Bild: Die Sängerin Marina Herlop in Sepiafarben
„Break out“ singt Marina Herlop in „Lyssof“; Der zunächst sanfte Wellen
schlagende, dann zunehmend soghafte Track findet sich auf dem dritten Album
der spanischen Künstlerin – „Pripyat“. Mach’ dich frei, wirf alle Fess…
ab – sonst ein abgelutschter Topos der Popmusik. Doch bei der Sängerin aus
Barcelona klingt die Aufforderung nicht nach hohler Phrase, sondern wie die
Einladung zu einer Entdeckungsreise. Eine, die für die 30-Jährige ebenso
Offenbarungen bereit hielt, wie die dabei entstandene Musik für die
Hörer:in.
Was „Pripyat“ – der Name ist entliehen von der bis heute intakten,
weitgehend verlassenen ukrainischen Stadt in der Nachbarschaft der
Reaktorruine von Tschernobyl – bemerkenswert macht: Alle Tracks operieren
in einem eng gesteckten Rahmen; jeder Song dreht sich um den Klang von
Herlops klarer, heller Stimme und doch wirkt jeder für sich ganz
unterschiedlich.
Die Aufforderung zum Aufbruch hallt umso stärker nach, weil wenige
Textzeilen überhaupt etwas bedeuten.

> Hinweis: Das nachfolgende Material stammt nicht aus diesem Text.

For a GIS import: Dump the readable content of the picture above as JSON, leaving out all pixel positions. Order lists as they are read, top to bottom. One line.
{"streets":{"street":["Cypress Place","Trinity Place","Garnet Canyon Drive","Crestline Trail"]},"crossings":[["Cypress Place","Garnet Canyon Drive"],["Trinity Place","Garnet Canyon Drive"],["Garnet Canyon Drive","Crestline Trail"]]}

Die meisten Worte, die Herlop formt,
ja einer Skulptur gleich aufschichtet, um sie dann kaskadenhaft ineinander
fallen zu lassen, sind Fantasiegebilde. Ohne konkreten Wortsinn sang sie
schon auf ihren Alben „Nanook“ (2016“) und „Babasha“ (2018). Es gehe …

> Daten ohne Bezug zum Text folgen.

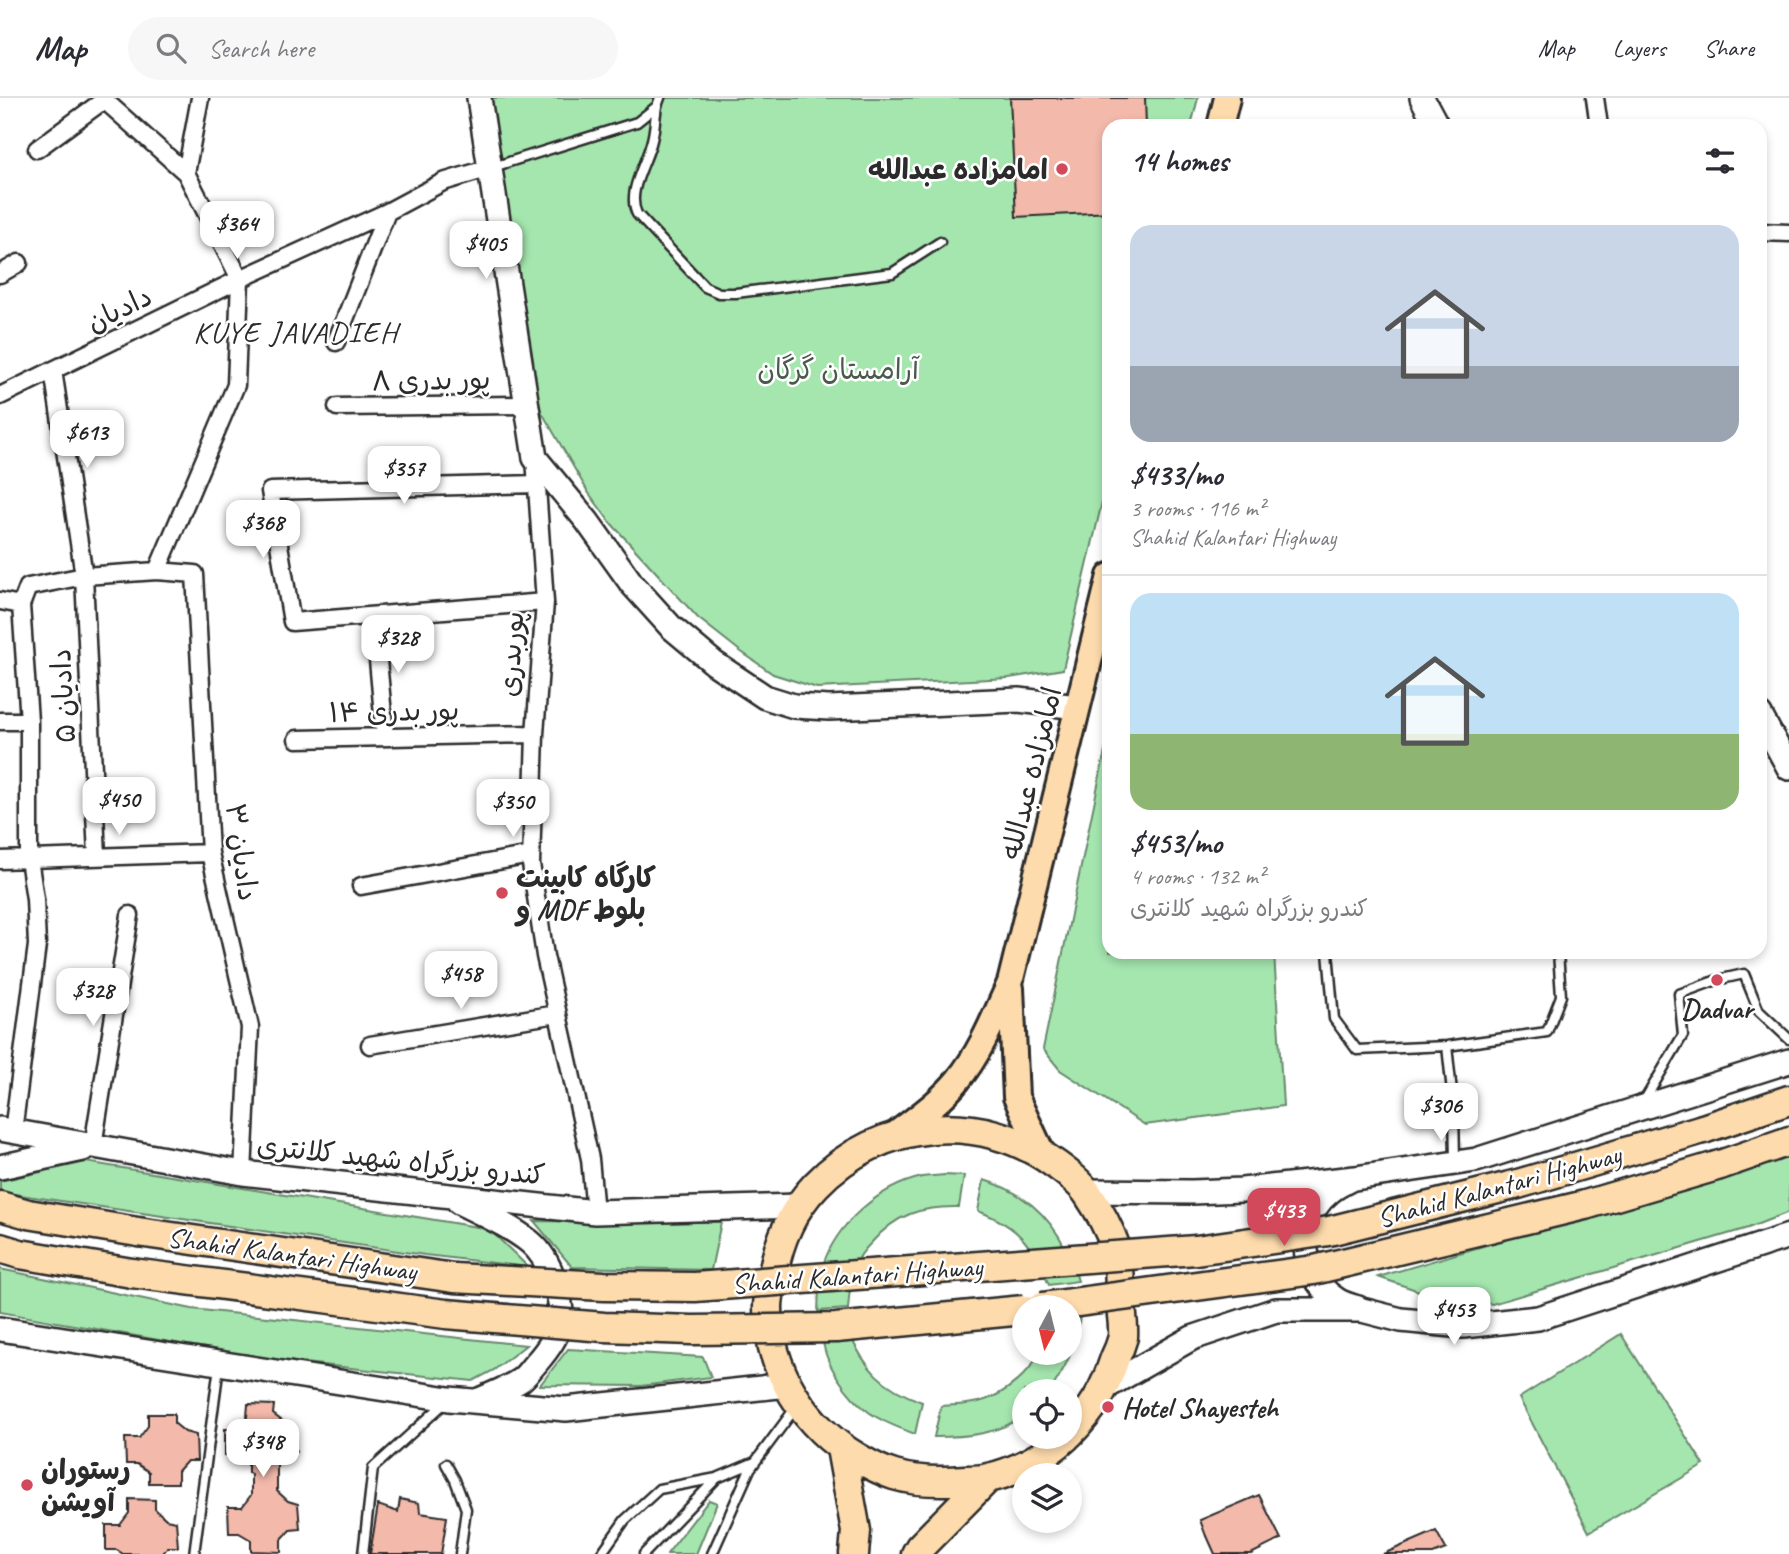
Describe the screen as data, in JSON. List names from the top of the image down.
{
  "streets": {
    "highway": ["Shahid Kalantari Highway"],
    "main road": ["پوربدری", "امامزاده عبدالله", "کندرو بزرگراه شهید کلانتری"],
    "street": [
      "دادیان",
      "پور بدری ۸",
      "دادیان ۵",
      "پور بدری ۱۴",
      "دادیان ۳"
    ]
  },
  "crossings": [
    ["دادیان", "پوربدری"],
    ["دادیان", "دادیان ۵"],
    ["پور بدری ۸", "پوربدری"],
    ["پوربدری", "پور بدری ۱۴"],
    ["پوربدری", "کندرو بزرگراه شهید کلانتری"],
    ["دادیان ۳", "کندرو بزرگراه شهید کلانتری"]
  ],
  "districts": ["KUYE JAVADIEH"],
  "parks": ["آرامستان گرگان"],
  "places": [
    "امامزاده عبدالله",
    "کارگاه کابینت و MDF بلوط",
    "Dadvar",
    "Hotel Shayesteh",
    "رستوران آویشن"
  ],
  "north": "bottom",
  "page": {
    "header": "Map",
    "search": "Search here",
    "nav": ["Map", "Layers", "Share"],
    "heading": "14 homes",
    "price": [
      "$364",
      "$405",
      "$613",
      "$357",
      "$368",
      "$328",
      "$450",
      "$350",
      "$458",
      "$328",
      "$306",
      "$433",
      "$453",
      "$348"
    ],
    "list": [
      {
        "name": "$433/mo",
        "note": "3 rooms · 116 m² · Shahid Kalantari Highway"
      },
      {
        "name": "$453/mo",
        "note": "4 rooms · 132 m² · کندرو بزرگراه شهید کلانتری"
      }
    ]
  }
}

wie sie immer wieder erklärt, darum, eine eigene Ästhetik entstehen zu
lassen. Nicht darum, aus ihrem Leben zu erzählen oder Gefühle zum Ausdruck
zu bringen.
Letzteres lässt sich bei kreativer Arbeit zwar kaum vermeiden. Doch was bei
Herlop erfrischend anders wirkt, gerade vor dem Hintergrund inflationärer
und ubiquitärer Identitätsverortungen: es fehlt ihr jedweder Wille zum
Bekenntnishaften.
## Ein neues Werkzeug: Ableton
Die ersten beiden Alben der klassisch am Klavier und Gesang ausgebildeten
Musikerin klangen noch vergleichsweise konventionell, im klassischen Sinne.
Auf „Pripyat“ ist ein Werkzeug dazugekommen, das eine Vielzahl von
Instrumenten beinhaltet: die Musik-Software Ableton.

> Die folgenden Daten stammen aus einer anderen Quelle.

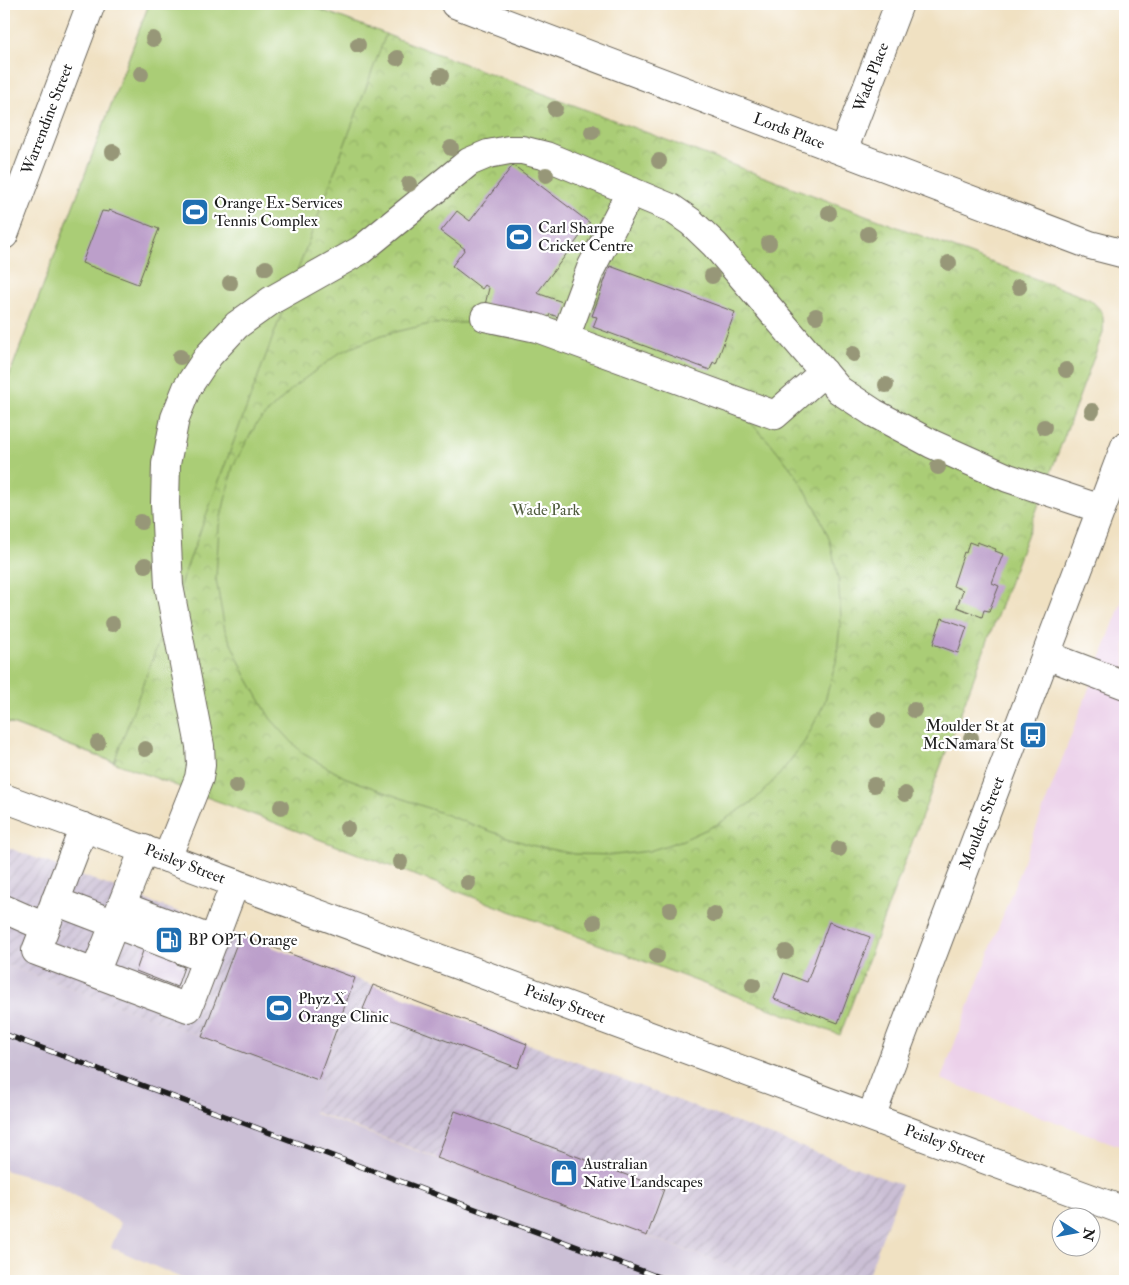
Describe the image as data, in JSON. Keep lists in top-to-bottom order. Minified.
{"streets":{"street":["Wade Place","Warrendine Street","Lords Place","Moulder Street","Peisley Street"]},"crossings":[["Wade Place","Lords Place"],["Moulder Street","Peisley Street"]],"parks":["Wade Park"],"places":{"sports":["Orange Ex-Services Tennis Complex","Carl Sharpe Cricket Centre","Phyz X Orange Clinic"],"bus stop":["Moulder St at McNamara St"],"fuel station":["BP OPT Orange"],"shop":["Australian Native Landscapes"]},"north":"right"}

Herlop verließ ihre Komfortzone und stürzte sich mit dem Tool in eine ihr
bisher fremde Klangwelt: “Obwohl ich noch längst nicht alle Funktionen
verstehe, habe ich mit Ableton schon sehr viel neue Musik kreiert.“
Auf dem gesamten Album schwingt mit, wie ungebunden dieser Trip für Herlop
gewesen sein muss. Dabei wirkt ihr Sound alles andere als chaotisch oder
maximalistisch. Less is more, scheint ihre Devise zu sein. Ihre im
Vordergrund stehende Stimme setzt sie dabei auch als Perkussionsinstrument
ein; das Klanggerüst ist ansonsten zurückhaltend, fragmentarisch angelegt.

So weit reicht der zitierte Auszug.